You got the result 'worst' because lemmatizer.lemmatize() assumed that "worst" was a noun. You can make it clear that you want "worst" to be an adjective:

Python
>>> lemmatizer.lemmatize("worst", pos="a")
'bad'

The default parameter for pos is 'n' for noun, but you made sure that "worst" was treated as an adjective by adding the parameter pos="a". As a result, you got 'bad', which looks very different from your original word and is nothing like what you’d get if you were stemming. This is because "worst" is the superlative form of the adjective 'bad', and lemmatizing reduces superlatives as well as comparatives to their lemmas.

Now that you know how to use NLTK to tag parts of speech, you can try tagging your words before lemmatizing them to avoid mixing up homographs, or words that are spelled the same but have different meanings and can be different parts of speech.

Chunking

While tokenizing allows you to identify words and sentences, chunking allows you to identify phrases.

Chunking makes use of POS tags to group words and apply chunk tags to those groups. Chunks don’t overlap, so one instance of a word can be in only one chunk at a time.

Here’s how to import the relevant parts of NLTK in order to chunk:

Python
>>> from nltk.tokenize import word_tokenize

Before you can chunk, you need to make sure that the parts of speech in your text are tagged, so create a string for POS tagging. You can use this quote from The Lord of the Rings:

Python
>>> lotr_quote = "It's a dangerous business, Frodo, going out your door."

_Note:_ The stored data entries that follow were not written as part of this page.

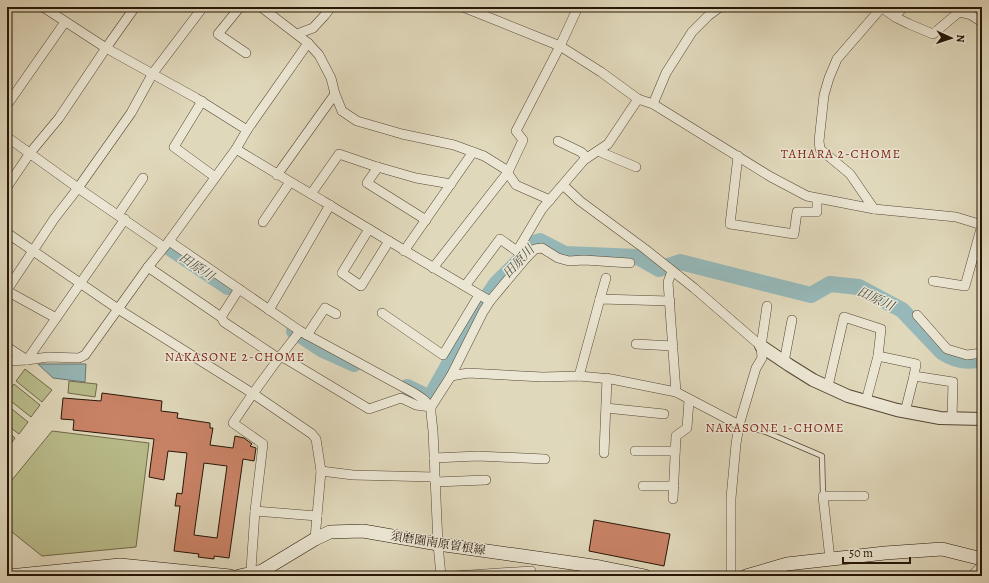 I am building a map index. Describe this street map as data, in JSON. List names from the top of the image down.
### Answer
{
  "streets": {
    "main road": ["須磨園南原曽根線"]
  },
  "districts": ["TAHARA 2-CHOME", "NAKASONE 2-CHOME", "NAKASONE 1-CHOME"],
  "water": ["田原川"],
  "scale_bar": "50 m",
  "north": "right"
} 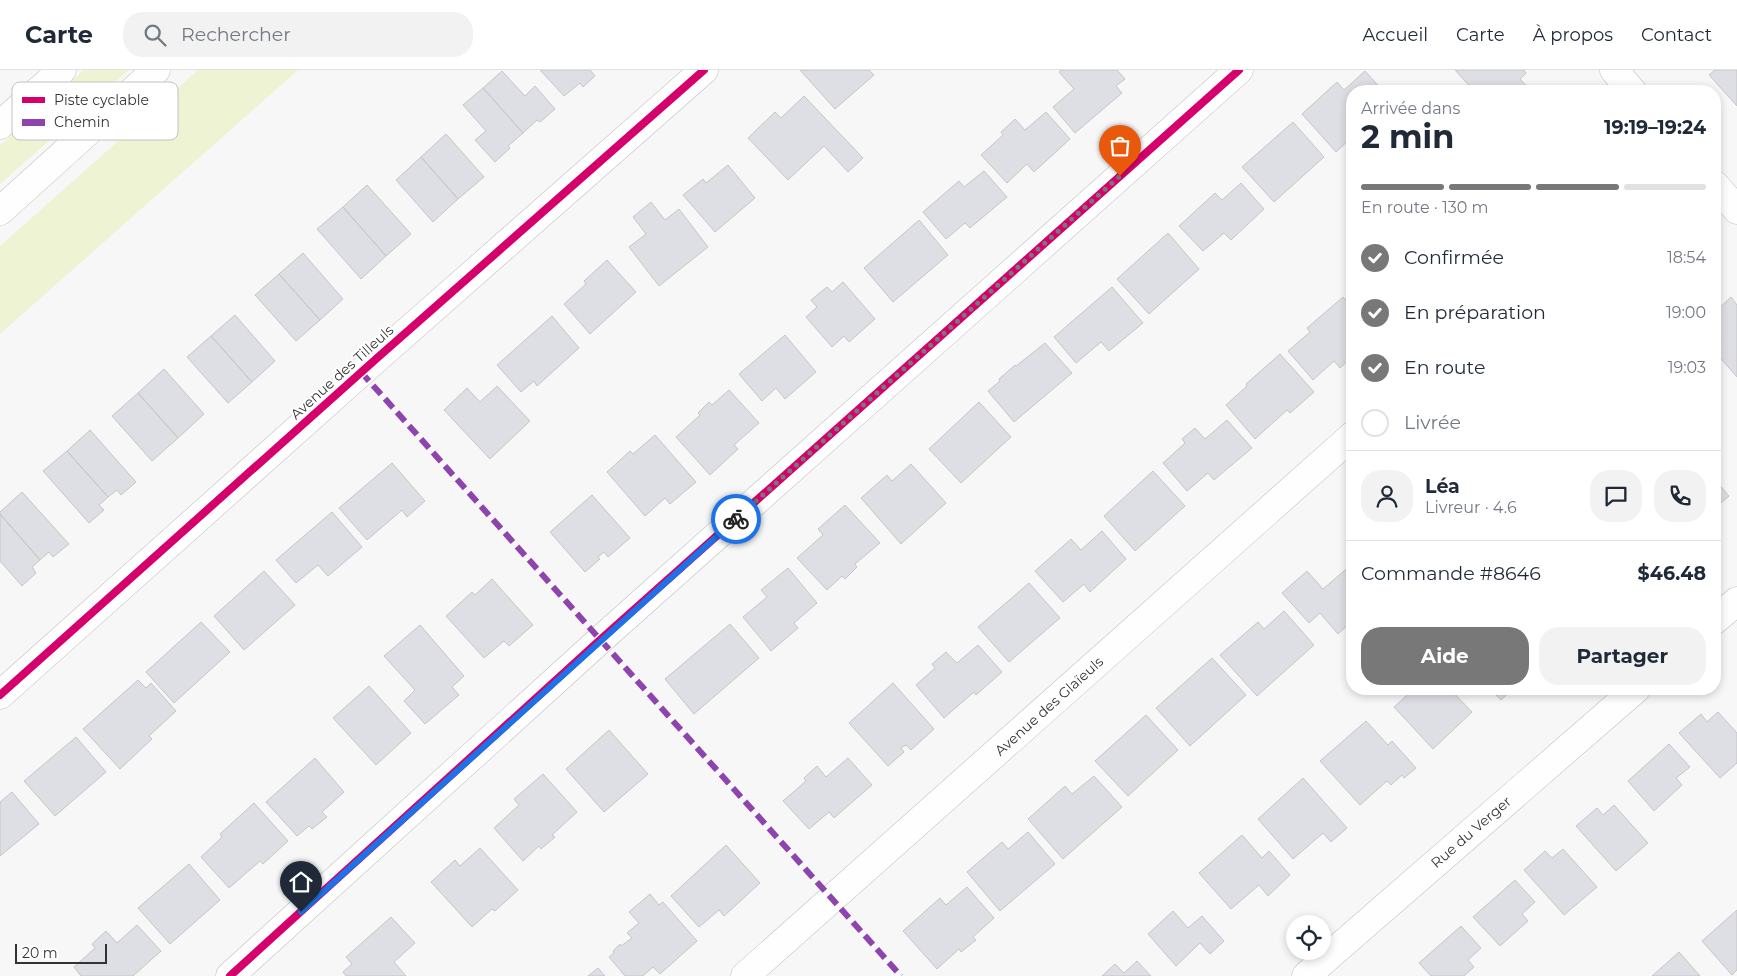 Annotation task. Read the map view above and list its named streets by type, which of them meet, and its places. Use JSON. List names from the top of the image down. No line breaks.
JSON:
{"streets":{"main road":["Avenue des Tilleuls","Avenue des Glaïeuls","Rue du Verger"]},"legend":["Piste cyclable","Chemin"],"scale_bar":"20 m","page":{"header":"Carte","search":"Rechercher","nav":["Accueil","Carte","À propos","Contact"],"heading":["2 min","Arrivée dans","19:19–19:24"],"panel":["Léa","Livreur · 4.6","Commande #8646","$46.48"],"bar":"En route · 130 m","list":[["Confirmée","18:54"],["En préparation","19:00"],["En route","19:03"],"Livrée"],"buttons":["Aide","Partager"],"scale":"20 m"}} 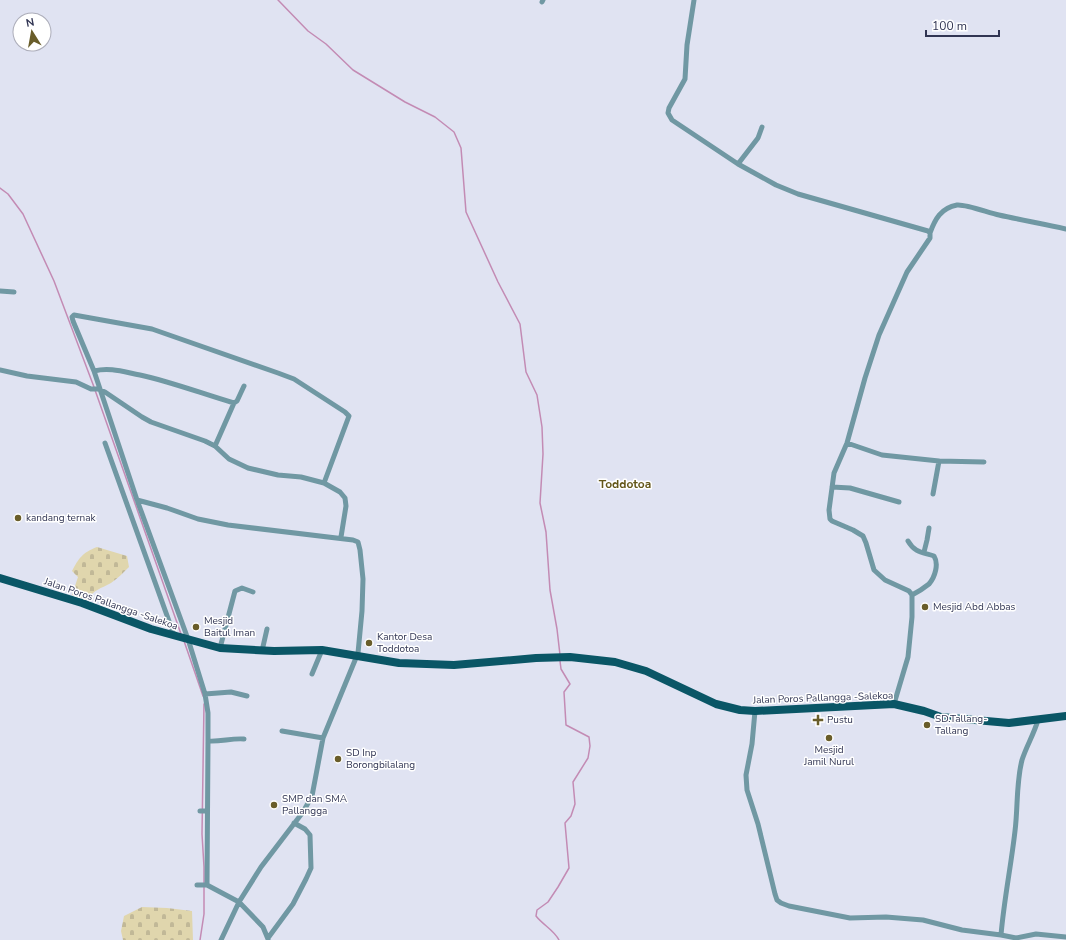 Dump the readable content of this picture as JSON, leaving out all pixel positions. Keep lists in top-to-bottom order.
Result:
{
  "streets": {
    "main road": ["Jalan Poros Pallangga -Salekoa"]
  },
  "districts": ["Toddotoa"],
  "places": {
    "other": [
      "kandang ternak",
      "Mesjid Abd Abbas",
      "Mesjid Baitul Iman",
      "Kantor Desa Toddotoa",
      "SD.Tallang- Tallang",
      "Mesjid Jamil Nurul",
      "SD Inp Borongbilalang",
      "SMP dan SMA Pallangga"
    ],
    "health": ["Pustu"]
  },
  "scale_bar": "100 m",
  "north": "top"
}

Now tokenize that string by word:

Python
>>> words_in_lotr_quote = word_tokenize(lotr_quote)
>>> words_in_lotr_quote
['It',
 "'s",
 'a',
 'dangerous',
 'business',
 ',',
 'Frodo',
 ',',
 'going',
 'out',
 'your',
 'door',
 '.']

Now you’ve got a list of all of the words in lotr_quote.

The next step is to tag those words by part of speech:

Python
>>> nltk.download("averaged_perceptron_tagger")
>>> lotr_pos_tags = nltk.pos_tag(words_in_lotr_quote)
>>> lotr_pos_tags
[('It', 'PRP'),
 ("'s", 'VBZ'),
 ('a', 'DT'),
 ('dangerous', 'JJ'),
 ('business', 'NN'),
 (',', ','),
 ('Frodo', 'NNP'),
 (',', ','),
 ('going', 'VBG'),
 ('out', 'RP'),
 ('your', 'PRP$'),
 ('door', 'NN'),
 ('.', '.')]

You’ve got a list of tuples of all the words in the quote, along with their POS tag. In order to chunk, you first need to define a chunk grammar.

Create a chunk grammar with one regular expression rule:

Python
>>> grammar = "NP: {<DT>?<JJ>*<NN>}"

NP stands for noun phrase. You can learn more about noun phrase chunking in Chapter 7 of Natural Language Processing with Python—Analyzing Text with the Natural Language Toolkit.

According to the rule you created, your chunks:

  1. Start with an optional (?) determiner ('DT')
  2. Can have any number (*) of adjectives (JJ)
  3. End with a noun (<NN>)

Create a chunk parser with this grammar:

Python
>>> chunk_parser = nltk.RegexpParser(grammar)

Now try it out with your quote:

Python
>>> tree = chunk_parser.parse(lotr_pos_tags)

Here’s how you can see a visual representation of this tree:

Python
>>> tree.draw()

This is what the visual representation looks like:

Visual representation of tree

You got two noun phrases:

  1. 'a dangerous business' has a determiner, an adjective, and a noun.
  2. 'door' has just a noun.

Now that you know about chunking, it’s time to look at chinking.

Chinking

Chinking is used together with chunking, but while chunking is used to include a pattern, chinking is used to exclude a pattern.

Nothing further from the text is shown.